2015年の関東・東北豪雨、昨年の九州北部豪雨、そして今回の西日本豪雨と、豪雨は様々な地域で発生し、そのたびに農業の根幹をなす水田は冠水によって大きな被害を受けている。農林水産省の算定によると水田の冠水被害などは、一年間に全国で平均して43万ha(ヘクタール)発生している。
更に、今後は気候変動の影響で、これまでに経験のない激しい豪雨が発生する可能性のあることが指摘されており、冠水被害の増加が心配されている。
こうしたことから農研機構は、気候変動を考慮した豪雨の雨量変化と、それに伴う水稲被害を予測することができる手法を開発した。

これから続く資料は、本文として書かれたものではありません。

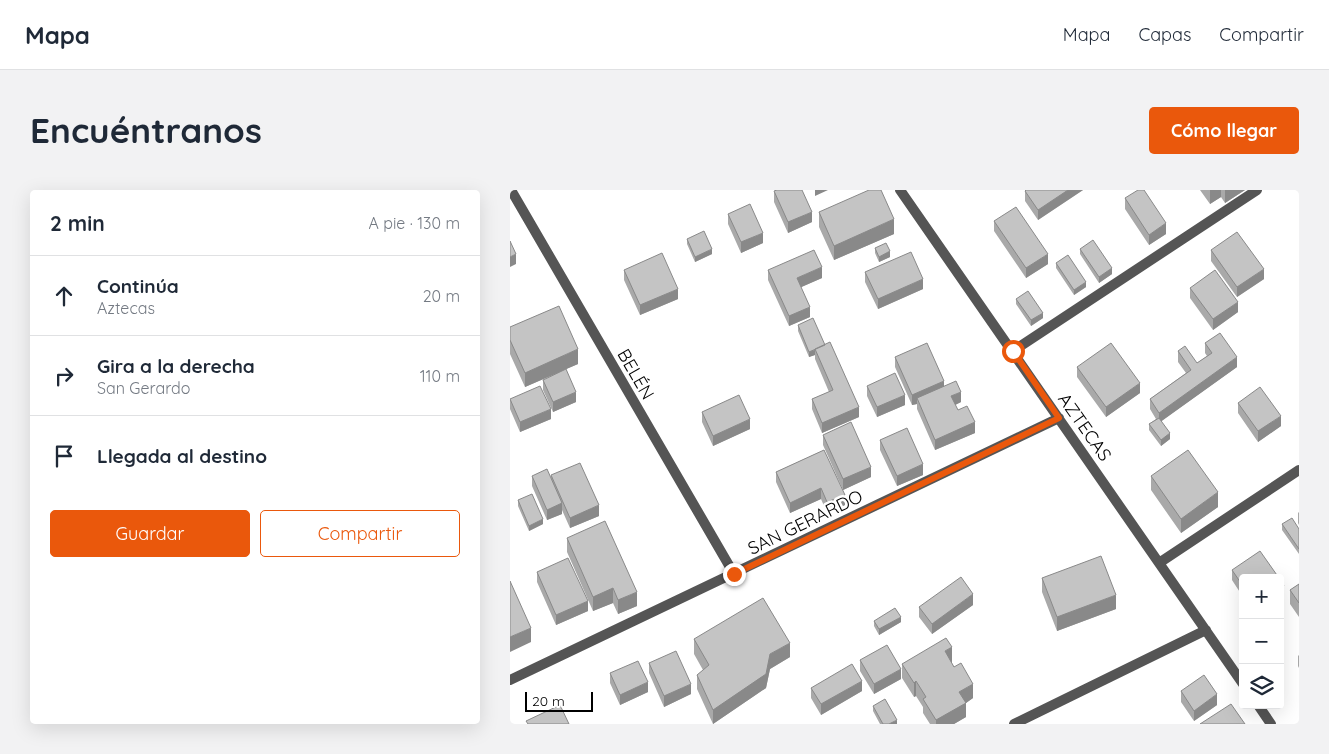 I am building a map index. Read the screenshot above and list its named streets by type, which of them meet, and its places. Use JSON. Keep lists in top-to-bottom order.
{
  "streets": {
    "street": ["BELÉN", "AZTECAS", "SAN GERARDO"]
  },
  "crossings": [
    ["BELÉN", "SAN GERARDO"],
    ["AZTECAS", "SAN GERARDO"]
  ],
  "scale_bar": "20 m",
  "page": {
    "header": "Mapa",
    "nav": ["Mapa", "Capas", "Compartir"],
    "buttons": [
      "Cómo llegar",
      ["Guardar", "Compartir"]
    ],
    "title": "Encuéntranos",
    "heading": ["2 min", "A pie · 130 m"],
    "list": [
      ["Continúa", "Aztecas", "20 m"],
      ["Gira a la derecha", "San Gerardo", "110 m"],
      "Llegada al destino"
    ],
    "map_buttons": ["+", "−"],
    "scale": "20 m"
  }
} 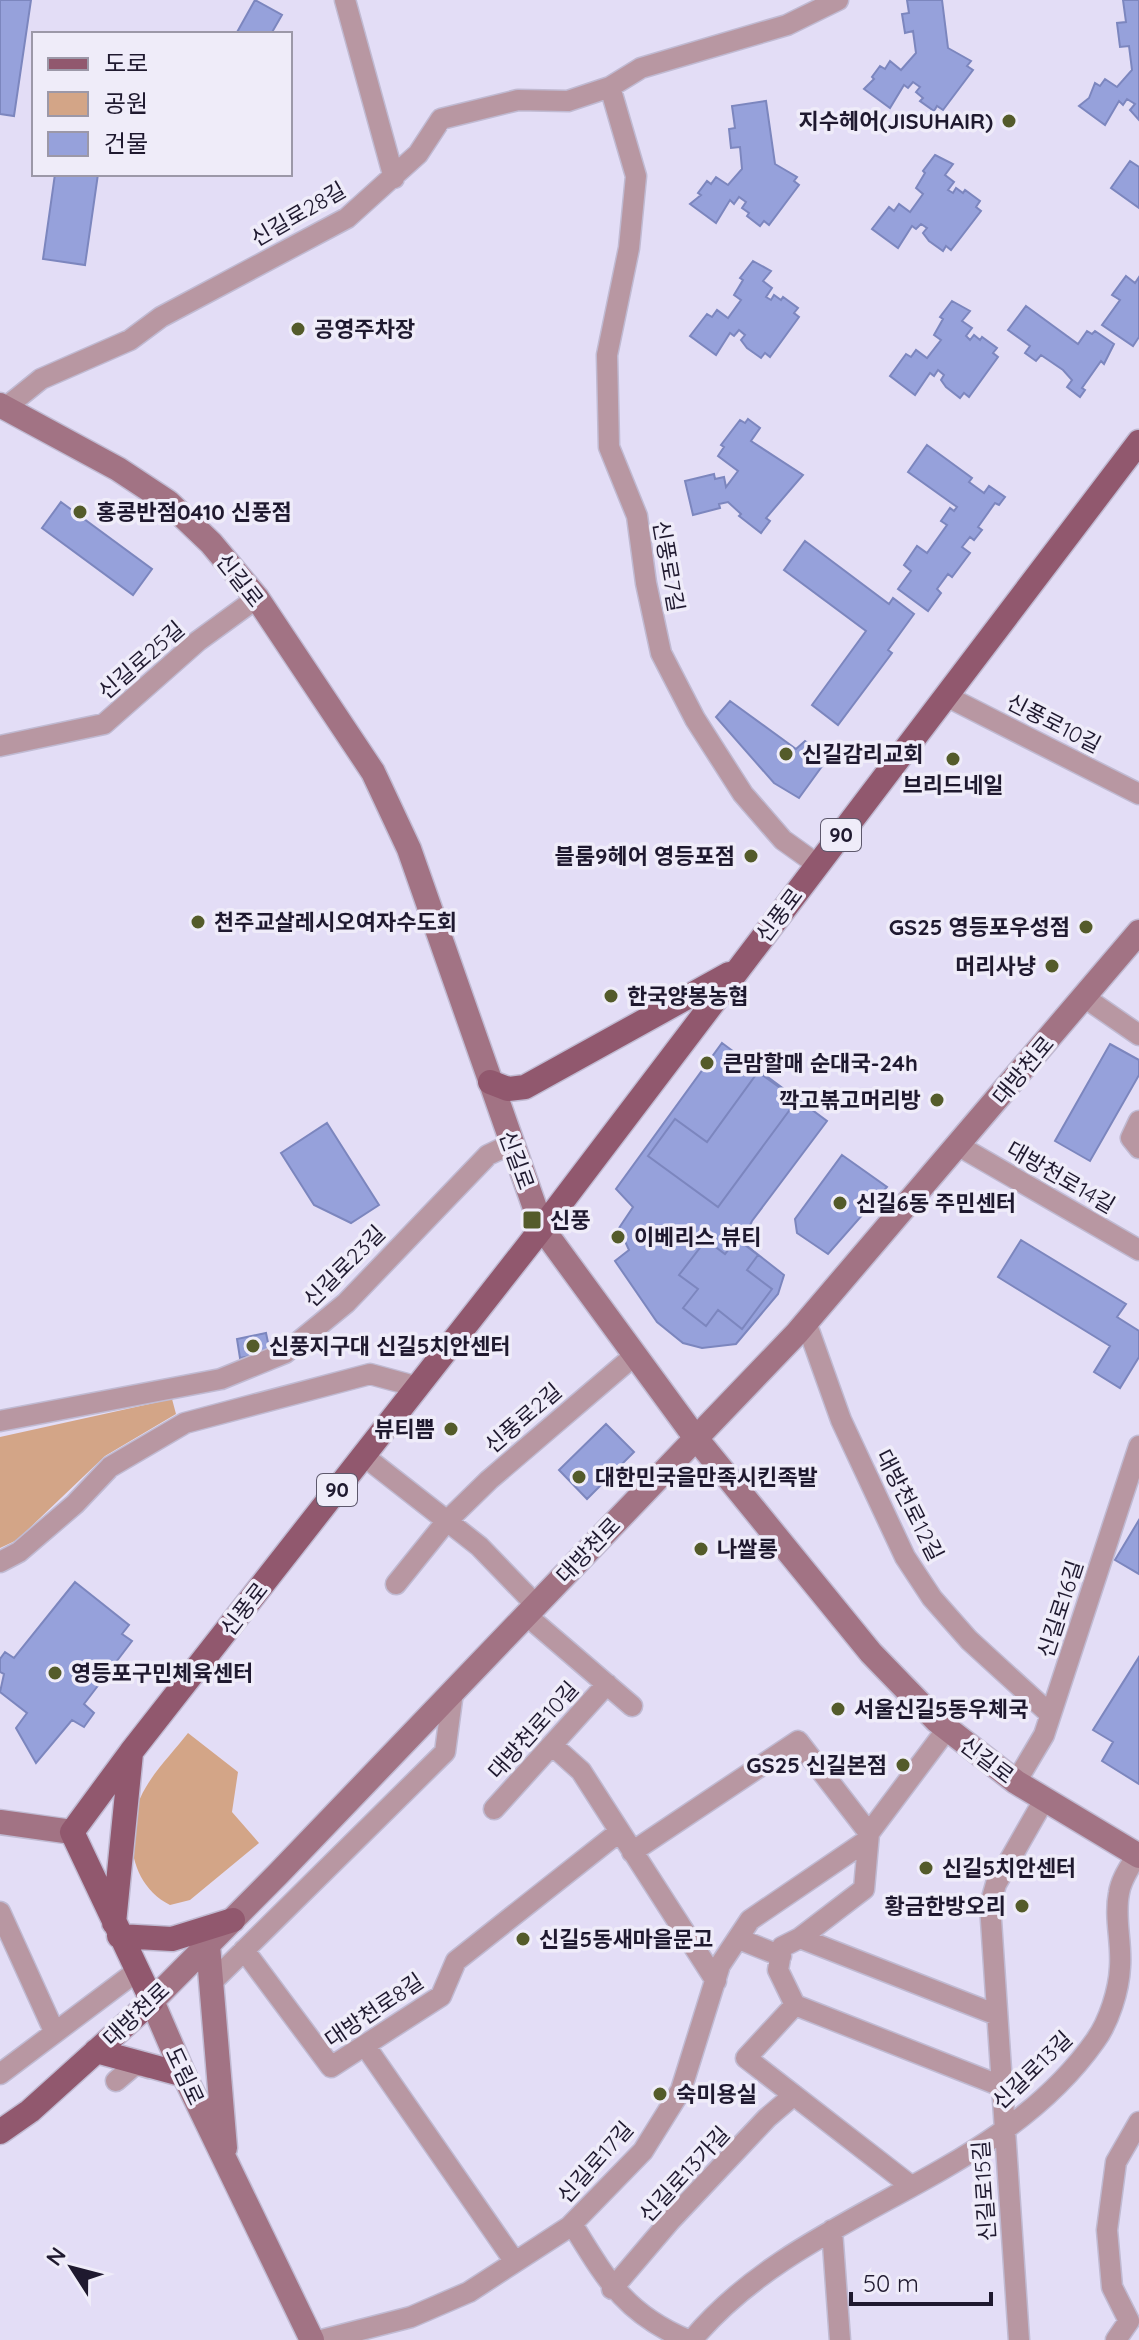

具体的には、将来起こり得る多数の豪雨をシミュレーションで発生させ、その地域で起こり得る豪雨の強さと発生頻度を推定。それぞれの豪雨で生じる水田の冠水被害を推定してリスクを統計的に評価するというもの。
全国各地の水田の現在と将来の豪雨による水稲の減収量が予想できる。
研究グループは、例としてこの手法を使って石川県南部の小松市と加賀市の両市にまたがっている加賀三湖(かがさんこ)と呼ばれる地区の水田約4,000haを対象にして近未来の豪雨とその際の水稲被害のリスク評価を行なった。
加賀三湖は、金沢平野に点在する三つの潟湖(せきこ)のことで、今は多くが干拓地になっているが、その加賀三湖地区で平均して10年に1回程度発生する規模の、いわゆる“10年に1回の豪雨”の最大降雨量が現在の450mmから近未来(2026〜2050年)には560mmにまで増大。約4,000haの水田の水稲が受ける最大規模の被害量が2,381tから21世紀末には3,047tと1.28倍になる予測結果が出たとしている。
この手法は、農地浸水のハザードマップ(被害予測図)作成などにも使えると研究グループはいっている。